A suburban went through the ice on little Detroit Lake Christmas Eve. The vehicle sank into 11 feet of water and will be excavated by Tri-State Diving once the frigid weather gets a little warmer. Paula Quam / Tribune

Three people narrowly escaped a Suburban after it plunged through the ice on Little Detroit Lake around 6:40 p.m. Christmas Eve.

Katie Erb, 28, and Cody Grendall, 31, along with a child whose name is not being released, were traveling in the vehicle on a previously-travelled path, located approximately 300 feet south of the American Legion, when the vehicle broke the ice and sank into water that was 11 feet deep.

According to reports, all three passengers were able to escape the vehicle by breaking and exiting the driver's-side window.

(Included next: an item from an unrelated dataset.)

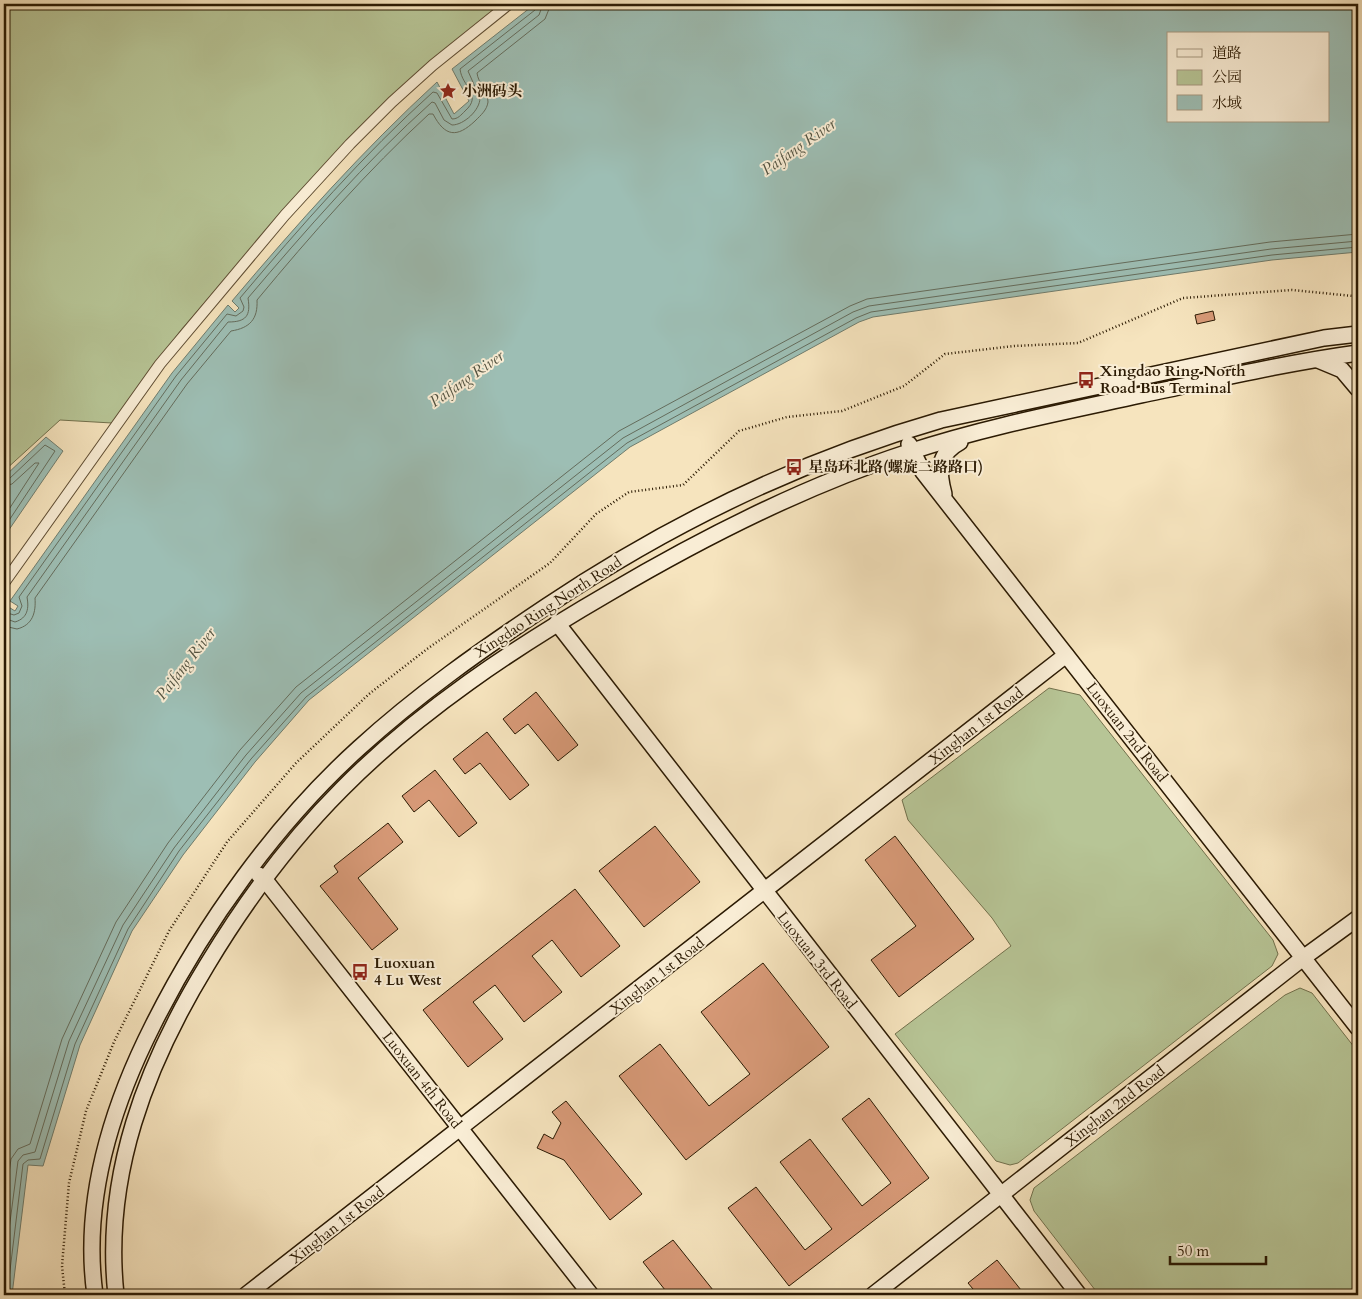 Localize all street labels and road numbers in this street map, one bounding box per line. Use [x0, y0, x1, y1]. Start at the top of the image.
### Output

Erb and Grandall were not available for comment as of press time, but the Becker County Sheriff's Office is using the incident as an example, reminding ice fishermen and others using the ice recreationally that it's never safe to assume the ice won't break.

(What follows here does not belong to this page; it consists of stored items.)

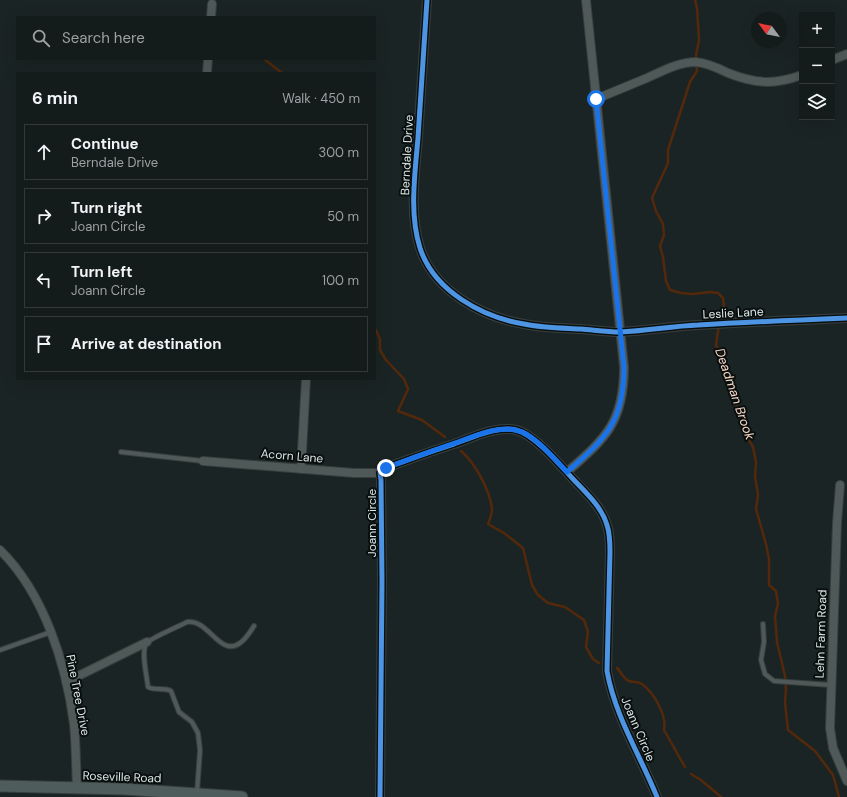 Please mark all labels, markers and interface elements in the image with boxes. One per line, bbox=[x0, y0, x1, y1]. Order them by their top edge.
north arrow bbox=[751, 12, 787, 48]
map controls bbox=[799, 12, 835, 120]
button: + bbox=[799, 12, 835, 48]
search box bbox=[16, 16, 376, 60]
icon: search bbox=[30, 27, 52, 49]
text: Search here bbox=[62, 28, 145, 48]
button: − bbox=[799, 48, 835, 84]
button: layers bbox=[799, 84, 835, 120]
text: 6 min bbox=[32, 87, 78, 109]
text: Walk · 450 m bbox=[282, 90, 360, 107]
route start bbox=[587, 90, 605, 108]
street label: Berndale Drive bbox=[397, 114, 417, 196]
text: Continue bbox=[71, 134, 139, 154]
icon: ahead bbox=[33, 141, 55, 163]
text: 300 m bbox=[318, 144, 359, 161]
text: Berndale Drive bbox=[71, 154, 158, 171]
text: Turn right bbox=[71, 198, 142, 218]
icon: right bbox=[33, 205, 55, 227]
text: 50 m bbox=[327, 208, 359, 225]
text: Joann Circle bbox=[71, 218, 145, 235]
text: Turn left bbox=[71, 262, 132, 282]
icon: left bbox=[33, 269, 55, 291]
text: 100 m bbox=[322, 272, 359, 289]
text: Joann Circle bbox=[71, 282, 145, 299]
street label: Leslie Lane bbox=[702, 303, 764, 323]
icon: arrive bbox=[33, 333, 55, 355]
text: Arrive at destination bbox=[71, 334, 222, 354]
water label: Deadman Brook bbox=[711, 346, 759, 442]
street label: Acorn Lane bbox=[260, 445, 324, 467]
route end bbox=[377, 459, 395, 477]
street label: Joann Circle bbox=[364, 488, 380, 557]
street label: Lehn Farm Road bbox=[811, 589, 831, 679]
street label: Pine Tree Drive bbox=[62, 653, 94, 737]
street label: Joann Circle bbox=[617, 694, 659, 764]
street label: Roseville Road bbox=[82, 768, 162, 786]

"We try to remind people all the time that the ice conditions can vary at all times on any given lake," said Sheriff Todd Glander.

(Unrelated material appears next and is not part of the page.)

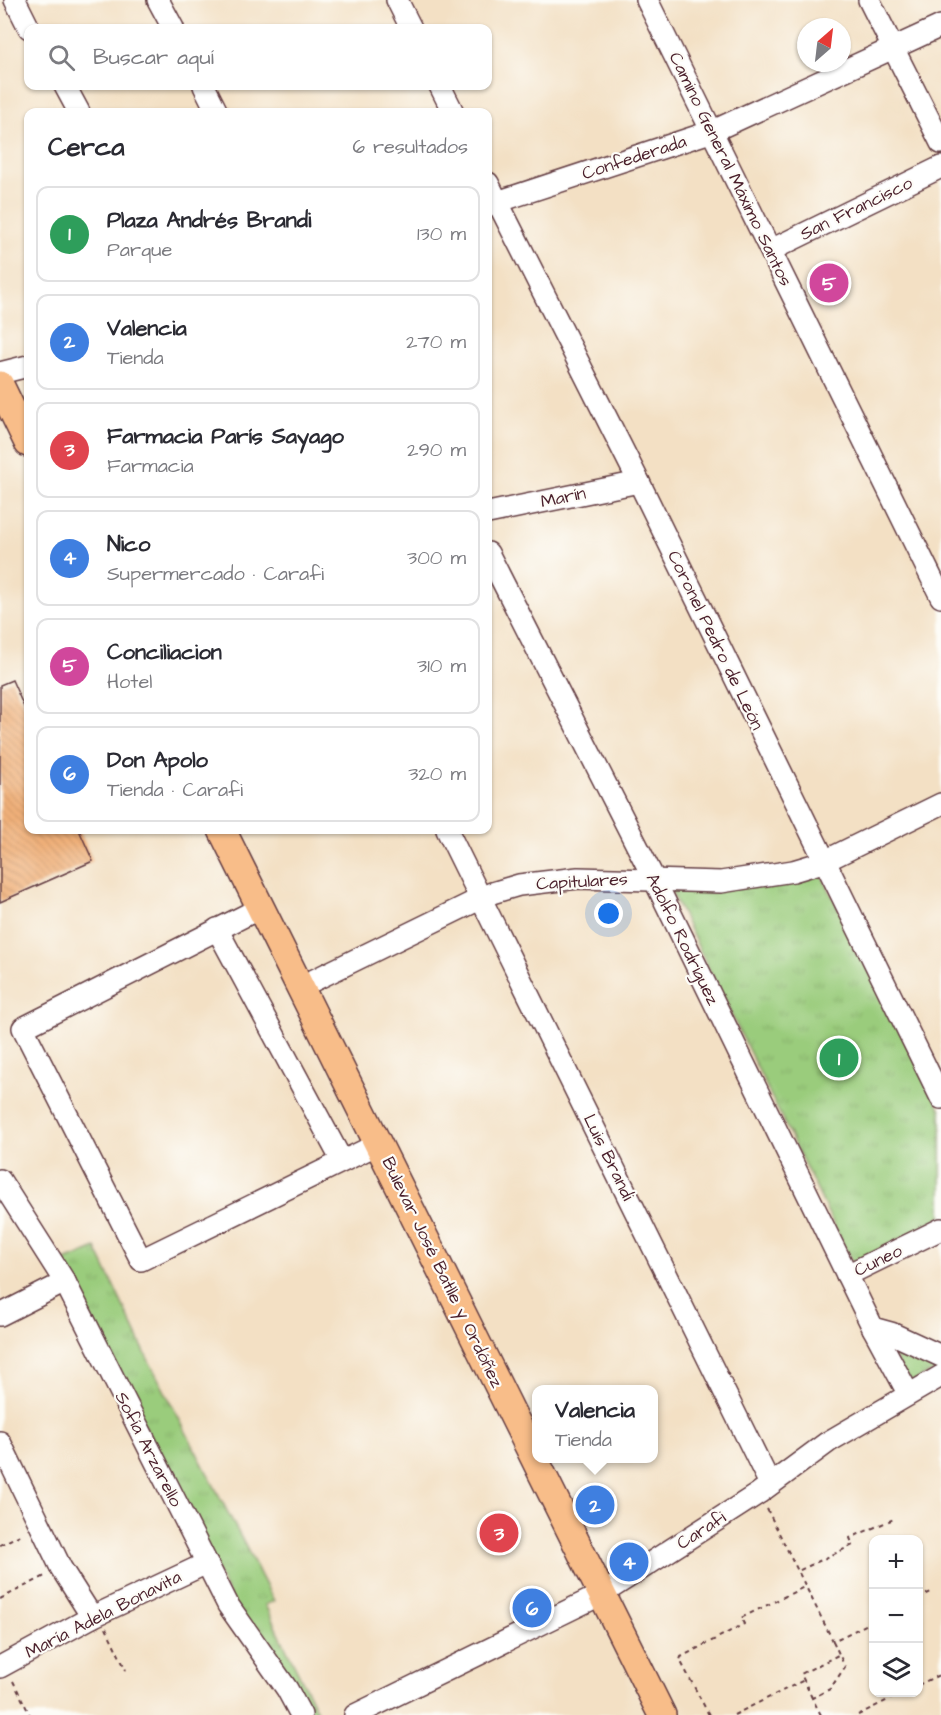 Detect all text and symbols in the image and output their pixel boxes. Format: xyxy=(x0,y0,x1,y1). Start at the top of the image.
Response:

Even previously-safe areas with thick enough ice are subject to change based on weather, currents, springs, and other factors; and, travelling on the ice in the dark can add another layer of danger to the sport.

Gary "Seal" Thompson, the owner of Tri-State Diving, is the man who will now oversee the job of pulling that Suburban from the icy lake. He says most of the vehicles and fish houses his crew is tasked with pulling out of lakes go in after dark, when it's harder for drivers to see they're getting too close to thin ice, like areas near river channels.

Thompson says areas closer to shore are also risky because heat can be drawn from the ground and thin the ice. Cattails and weeds may affect how the ice freezes, making it less stable.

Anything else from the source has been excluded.